2006-02-25 Thread Joris Huizer

[EMAIL PROTECTED] wrote:

On Sat, Feb 25, 2006 at 08:12:59AM -0500, [EMAIL PROTECTED] wrote:




One way to get the system to be really minimal, is to mark *everything* 
as auto-installed (M in aptitude), and then to select those packages you 
need to be there as manually installed (m in aptitude)
note that this is not for newbies - if you forget to mark some packages 
as manual, that are necessary for, say, network support, or something 
else you require, you're in trouble




I'd worry about forgetting the packages necessary to run aptitude and 
the keyboard and monitor in textmode...  I suspect that 8al* the 
dependencies aren't there ... for example, most commands don't have a 
dependency on the shell that you need to have so you can type in the 
comand and execute them.  Strictly, of course they don't need a shell to 
run -- there are other ways of launching a program, such as the one that 
the kernel uses to launch the shell.  Another example is X, where the X 
clients don't need the X server, because, after all, you could be using 
an X server through the internet on a maching halfway around the world.

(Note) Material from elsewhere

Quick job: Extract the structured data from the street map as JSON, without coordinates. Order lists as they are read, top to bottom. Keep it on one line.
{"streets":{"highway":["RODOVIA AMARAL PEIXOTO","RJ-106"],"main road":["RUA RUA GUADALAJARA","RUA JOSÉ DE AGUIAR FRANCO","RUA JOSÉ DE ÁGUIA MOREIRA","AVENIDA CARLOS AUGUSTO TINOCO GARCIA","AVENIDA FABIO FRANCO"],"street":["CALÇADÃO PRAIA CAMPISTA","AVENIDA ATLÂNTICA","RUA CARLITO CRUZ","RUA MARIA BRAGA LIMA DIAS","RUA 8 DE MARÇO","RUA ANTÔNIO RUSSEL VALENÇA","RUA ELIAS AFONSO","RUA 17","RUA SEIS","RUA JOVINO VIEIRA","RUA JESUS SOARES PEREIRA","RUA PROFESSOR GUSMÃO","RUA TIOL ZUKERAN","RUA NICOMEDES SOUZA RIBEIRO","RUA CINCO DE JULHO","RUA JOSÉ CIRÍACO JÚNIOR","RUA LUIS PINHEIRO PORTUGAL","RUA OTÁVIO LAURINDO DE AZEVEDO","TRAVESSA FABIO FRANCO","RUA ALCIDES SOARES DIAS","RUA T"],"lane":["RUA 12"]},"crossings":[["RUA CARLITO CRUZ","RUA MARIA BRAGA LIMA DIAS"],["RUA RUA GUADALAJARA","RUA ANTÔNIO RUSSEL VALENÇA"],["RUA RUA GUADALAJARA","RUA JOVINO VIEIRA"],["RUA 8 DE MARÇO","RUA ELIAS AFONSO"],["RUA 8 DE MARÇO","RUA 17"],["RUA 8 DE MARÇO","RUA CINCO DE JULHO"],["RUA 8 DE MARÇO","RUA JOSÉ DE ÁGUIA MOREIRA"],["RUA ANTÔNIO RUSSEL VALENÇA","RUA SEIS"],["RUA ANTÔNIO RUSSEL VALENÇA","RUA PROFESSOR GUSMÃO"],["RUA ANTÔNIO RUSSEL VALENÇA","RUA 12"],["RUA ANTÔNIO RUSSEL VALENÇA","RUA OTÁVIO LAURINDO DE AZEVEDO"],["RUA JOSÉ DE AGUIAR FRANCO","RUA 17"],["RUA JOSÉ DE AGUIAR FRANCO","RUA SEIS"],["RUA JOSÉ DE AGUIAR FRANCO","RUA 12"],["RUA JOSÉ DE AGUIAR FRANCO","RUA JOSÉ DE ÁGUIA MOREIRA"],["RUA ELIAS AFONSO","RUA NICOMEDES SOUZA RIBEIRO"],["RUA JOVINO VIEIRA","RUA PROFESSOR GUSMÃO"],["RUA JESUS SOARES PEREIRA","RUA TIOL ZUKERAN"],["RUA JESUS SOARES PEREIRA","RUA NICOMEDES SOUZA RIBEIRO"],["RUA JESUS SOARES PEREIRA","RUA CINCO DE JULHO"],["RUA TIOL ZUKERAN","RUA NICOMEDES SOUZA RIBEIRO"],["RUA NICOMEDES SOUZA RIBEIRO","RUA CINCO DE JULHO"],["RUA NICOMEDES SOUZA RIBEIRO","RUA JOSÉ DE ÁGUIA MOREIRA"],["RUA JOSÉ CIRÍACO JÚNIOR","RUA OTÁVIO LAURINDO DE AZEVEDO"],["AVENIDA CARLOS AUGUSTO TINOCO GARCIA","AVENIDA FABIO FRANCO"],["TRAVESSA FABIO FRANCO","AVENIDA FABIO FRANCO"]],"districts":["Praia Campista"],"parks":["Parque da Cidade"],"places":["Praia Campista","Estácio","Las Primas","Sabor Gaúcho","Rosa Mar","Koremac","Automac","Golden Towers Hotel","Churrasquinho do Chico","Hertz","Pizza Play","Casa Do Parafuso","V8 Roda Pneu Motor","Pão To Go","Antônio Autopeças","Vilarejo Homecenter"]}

I wasn't looking for a *truly* minimal system.  I was looking (perhaps 
misguidedly) for the collection of packages I usually get during 
installation when I select "minimal system".  I would select that 
virtual package, and make any adjustments necessary to resolve the 
conflicts I encountered, and install.  As it is, I keep doing 
things and finding out they don't work, switch over to aptitude, 
installing packages containing the missing commands, and so forth.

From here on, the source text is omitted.